Année politique Suisse 1998 : Bildung, Kultur und Medien / Kultur, Sprache, Kirchen
 
Sprachen
Bei der Beratung über die neue Bundesverfassung war in beiden Kammern der Vorschlag des Bundesrates, die Sprachenfreiheit im Grundrechtskatalog (Art. 18) zu verankern, unbestritten. Zuhanden der Materialien präzisierte der Ständerat aber, dass auch dieses Grundrecht, das in erster Linie das Recht auf Gebrauch der Muttersprache im privaten Rahmen meint, gewissen Schranken unterstellt ist. Im Verhältnis zum Staat besteht die gewichtigste Einschränkung in den vorgeschriebenen Amtssprachen des Bundes, des Kantons, des Bezirks oder der betreffenden Gemeinde [30].

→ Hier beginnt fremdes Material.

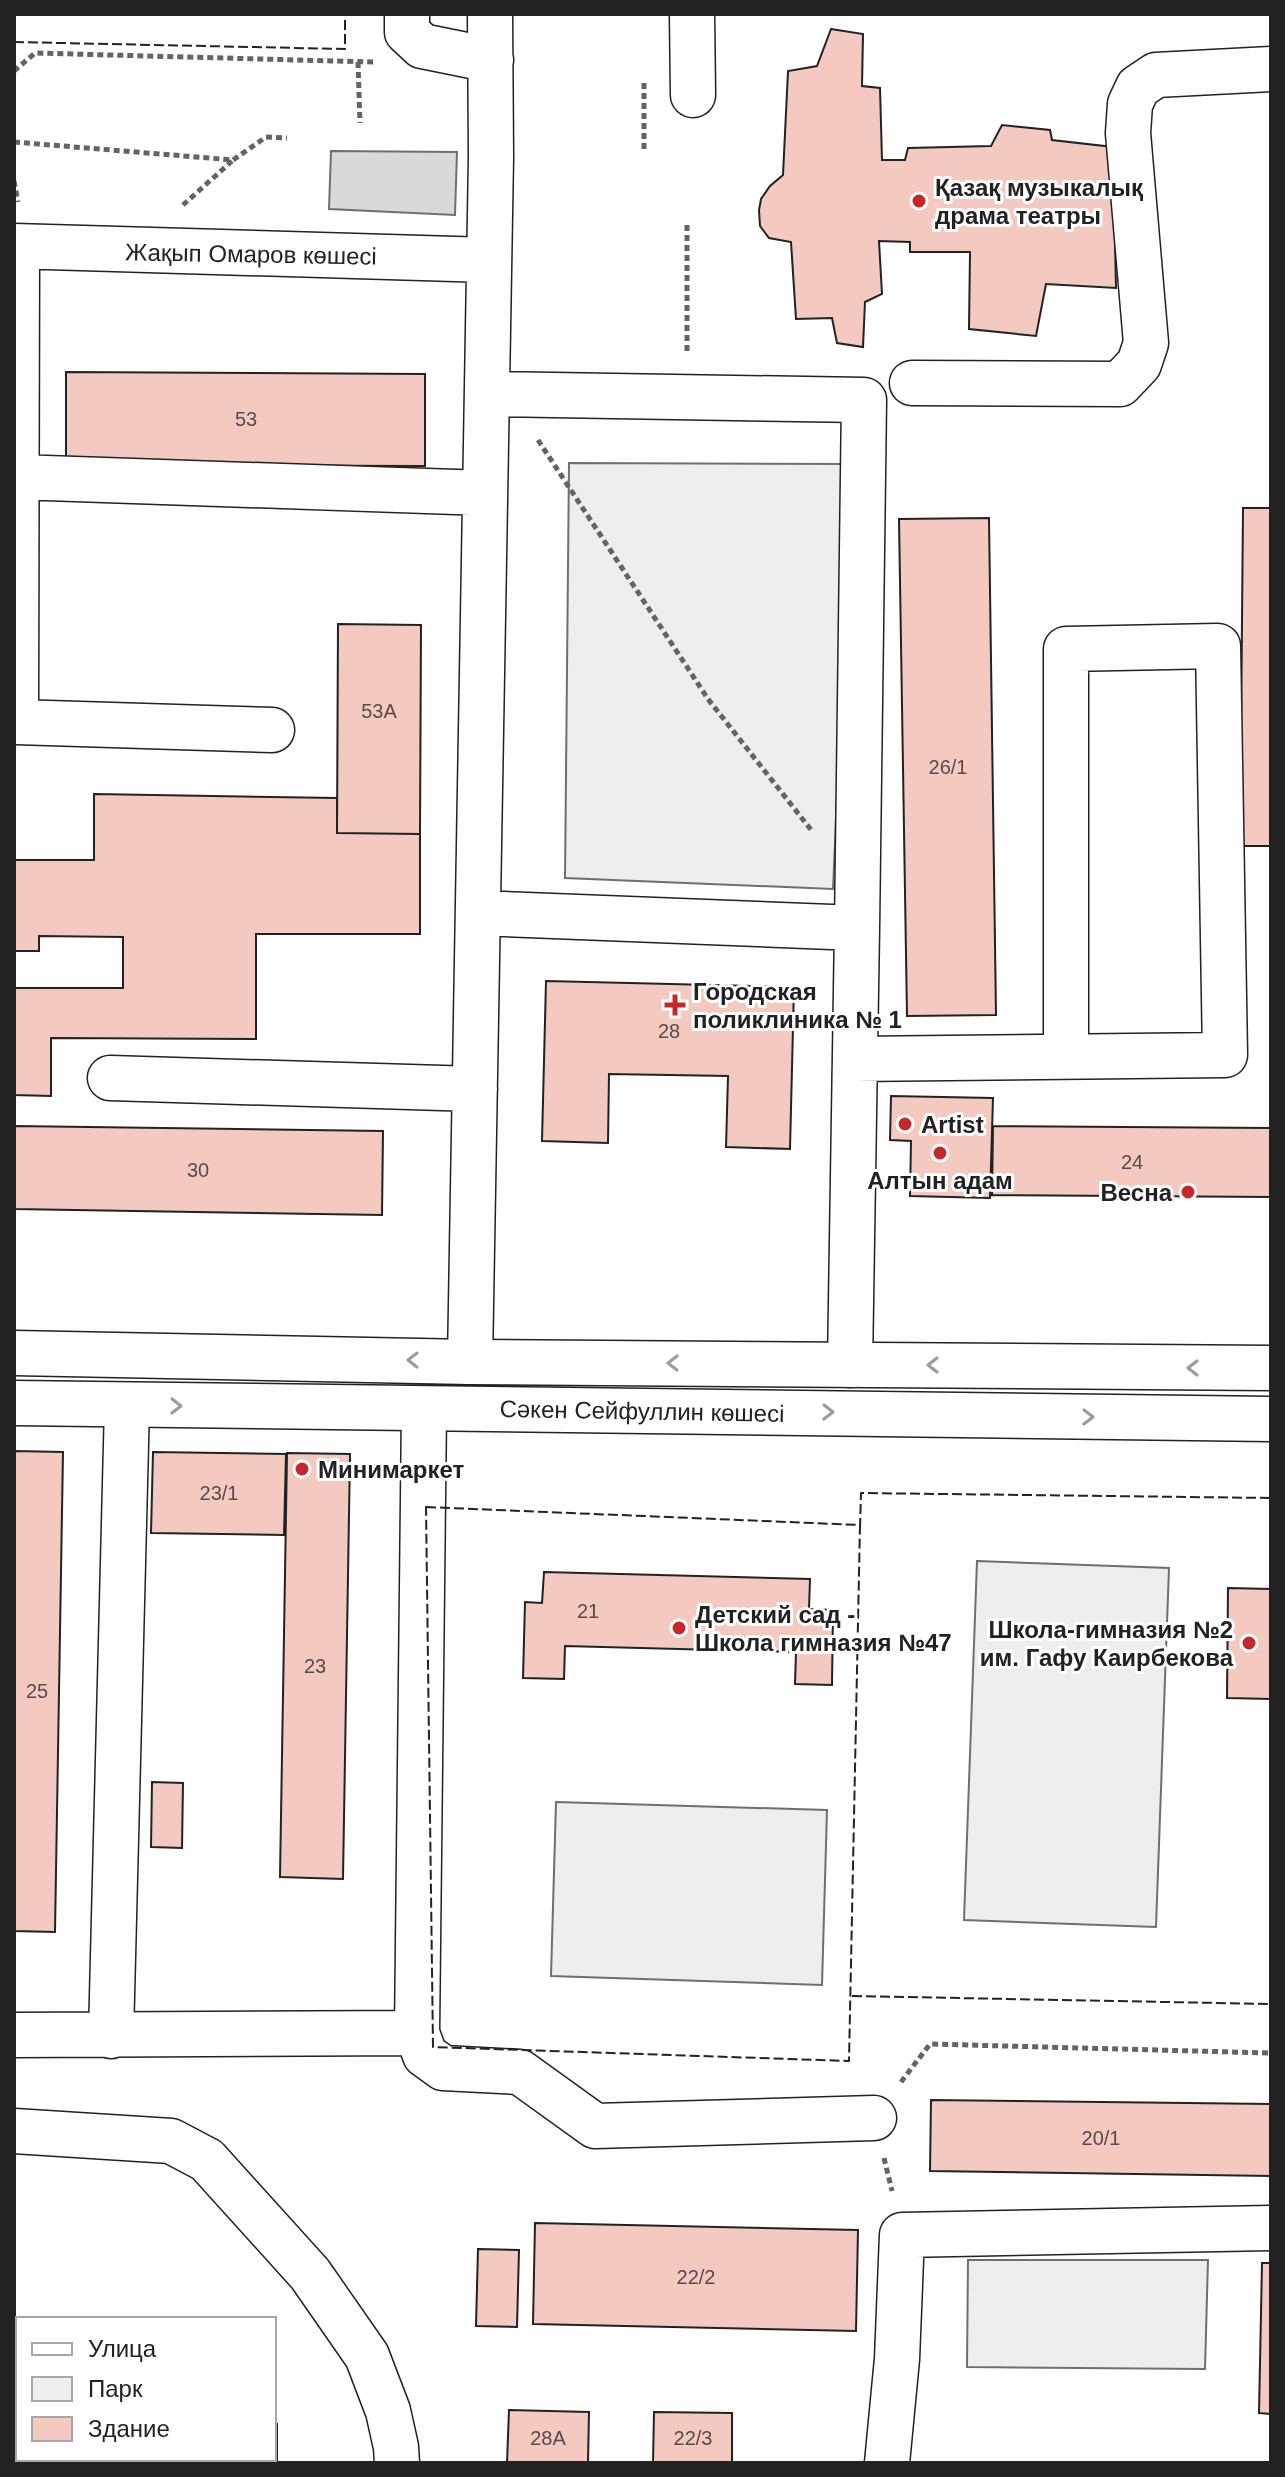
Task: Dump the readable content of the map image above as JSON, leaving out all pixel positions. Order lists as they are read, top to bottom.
{
  "streets": {
    "main road": ["Жақып Омаров көшесі", "Сәкен Сейфуллин көшесі"]
  },
  "places": {
    "other": [
      "Қазақ музыкалық драма театры",
      "Artist",
      "Алтын адам",
      "Весна",
      "Минимаркет",
      "Детский сад - Школа гимназия №47",
      "Школа-гимназия №2 им. Гафу Каирбекова"
    ],
    "health": ["Городская поликлиника № 1"]
  },
  "house_numbers": [
    "53",
    "53А",
    "26/1",
    "28",
    "24",
    "30",
    "23/1",
    "21",
    "23",
    "25",
    "20/1",
    "22/2",
    "28А",
    "22/3"
  ],
  "legend": ["Улица", "Парк", "Здание"]
}
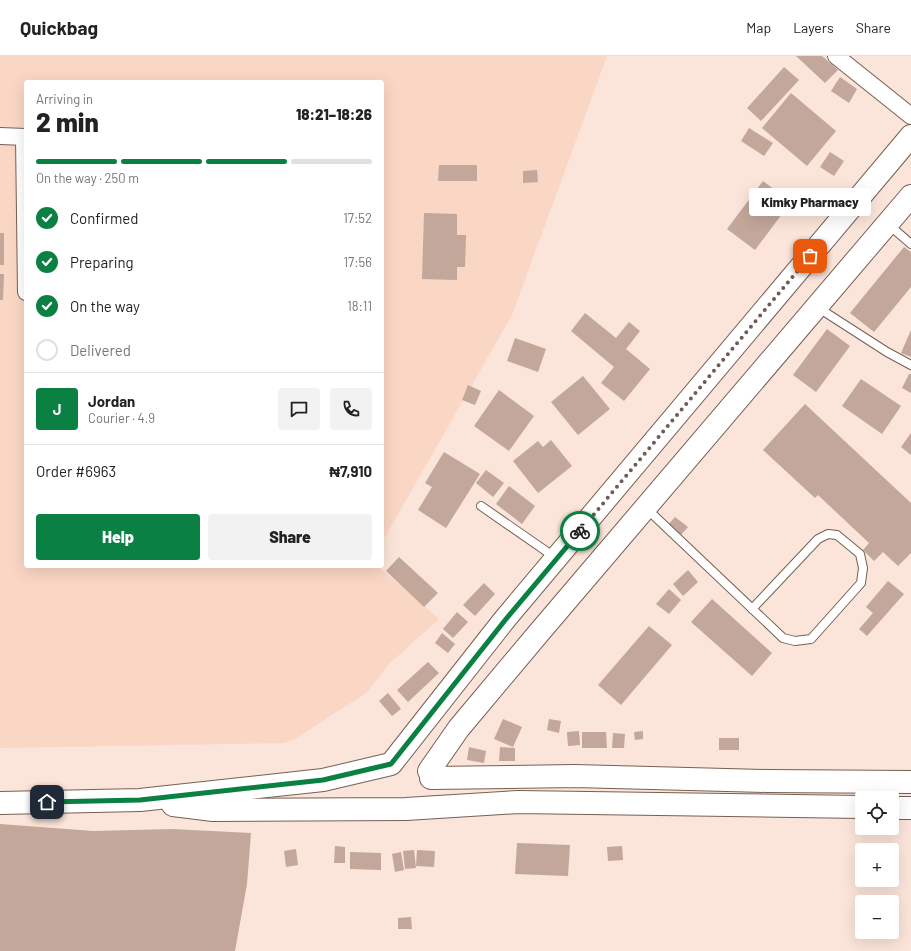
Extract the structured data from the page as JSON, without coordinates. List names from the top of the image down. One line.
{"places":["Kimky Pharmacy"],"page":{"header":"Quickbag","nav":["Map","Layers","Share"],"heading":["2 min","Arriving in","18:21–18:26"],"panel":["Jordan","Courier · 4.9","Order #6963","₦7,910"],"bar":"On the way · 250 m","bubble":"Kimky Pharmacy","list":[["Confirmed","17:52"],["Preparing","17:56"],["On the way","18:11"],"Delivered"],"round":"J","buttons":["Help","Share"],"map_buttons":["+","−"]}}
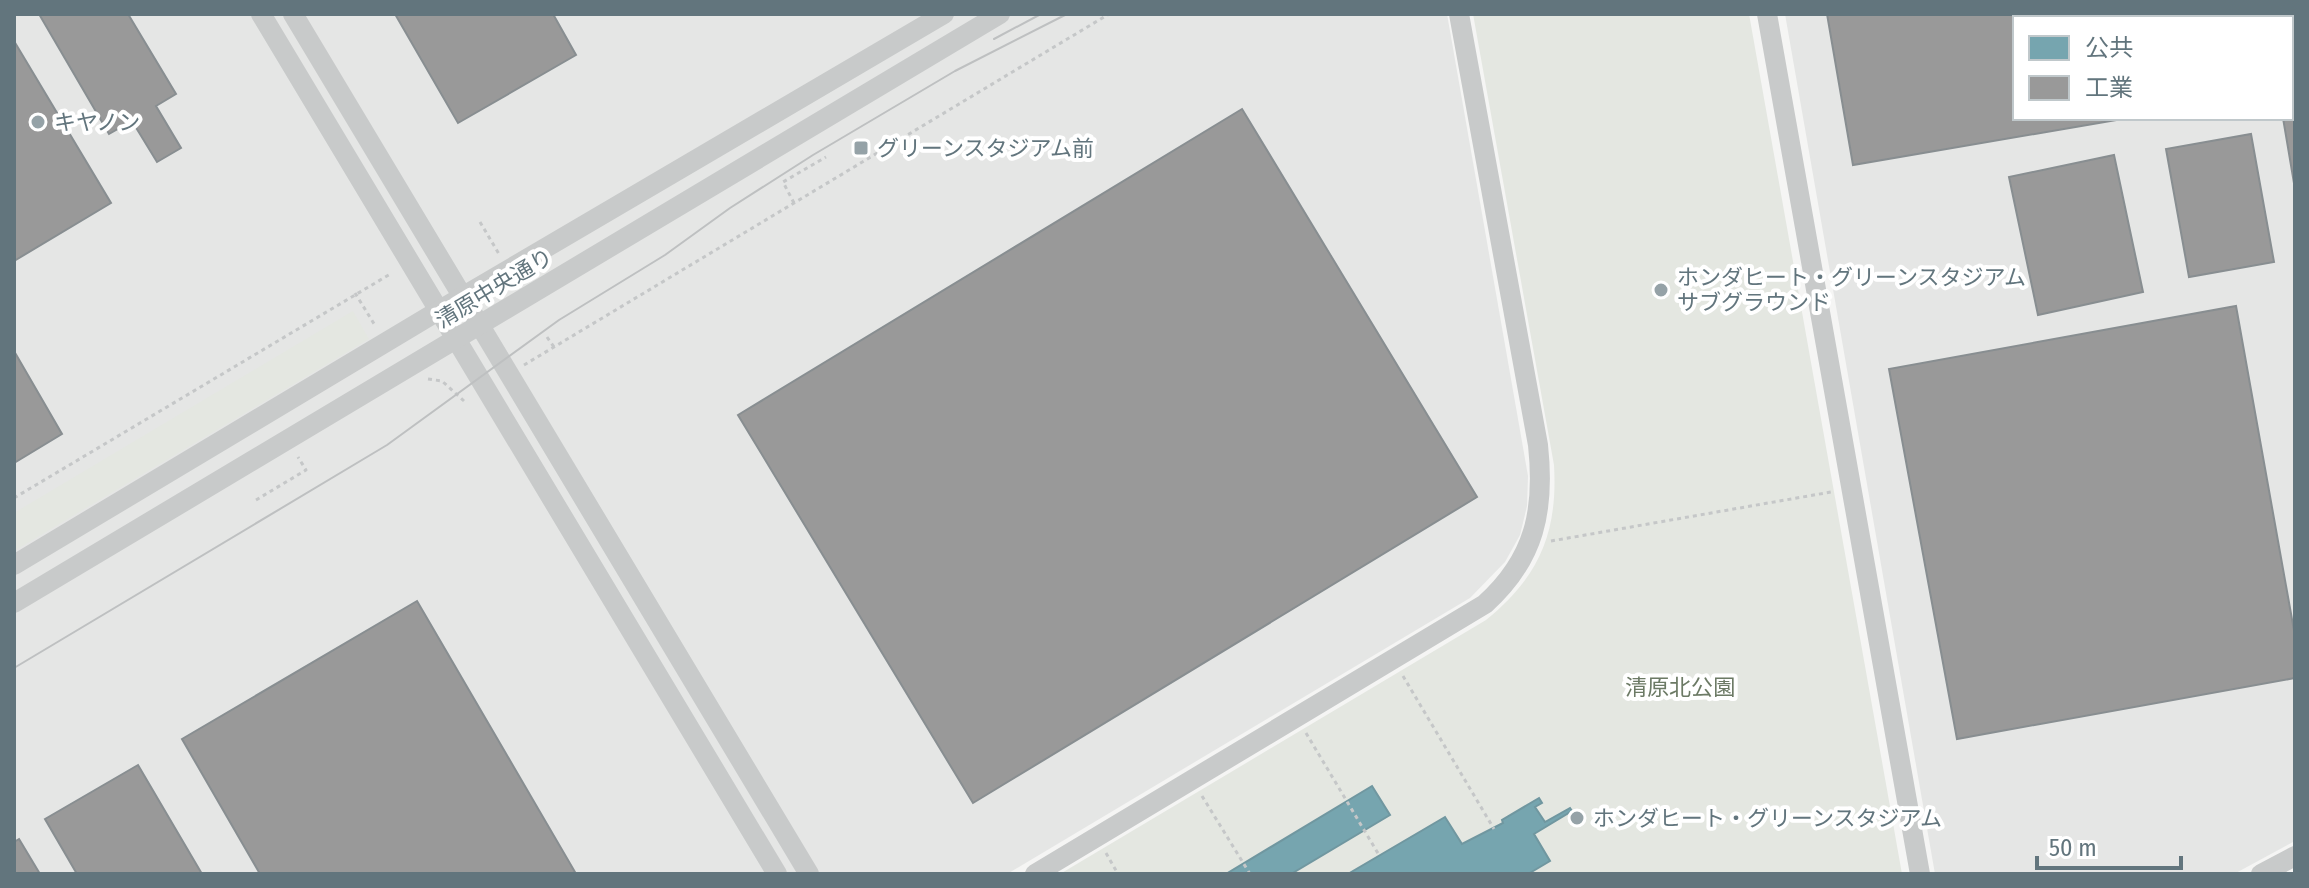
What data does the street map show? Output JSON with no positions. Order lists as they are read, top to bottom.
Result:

Mehr zu reden gab der eigentliche Sprachenartikel (Art. 70). Der Ständerat wollte den von der Landesregierung vorgeschlagenen speziellen und weiter hinten in der Verfassungssystematik angesiedelten Artikel, der die Amtssprachen des Bundes definiert, als Abs. 1 hier aufnehmen. Der Nationalrat ging auf dieses Anliegen vorerst nicht ein, stimmte in 2. Lesung dann aber zu. Inhaltlich wurden die Bestimmungen der geltenden Verfassung übernommen, wonach die Amtssprachen des Bundes Deutsch, Französisch und Italienisch sind, im Verkehr mit Personen rätoromanischer Sprache auch Rätoromanisch.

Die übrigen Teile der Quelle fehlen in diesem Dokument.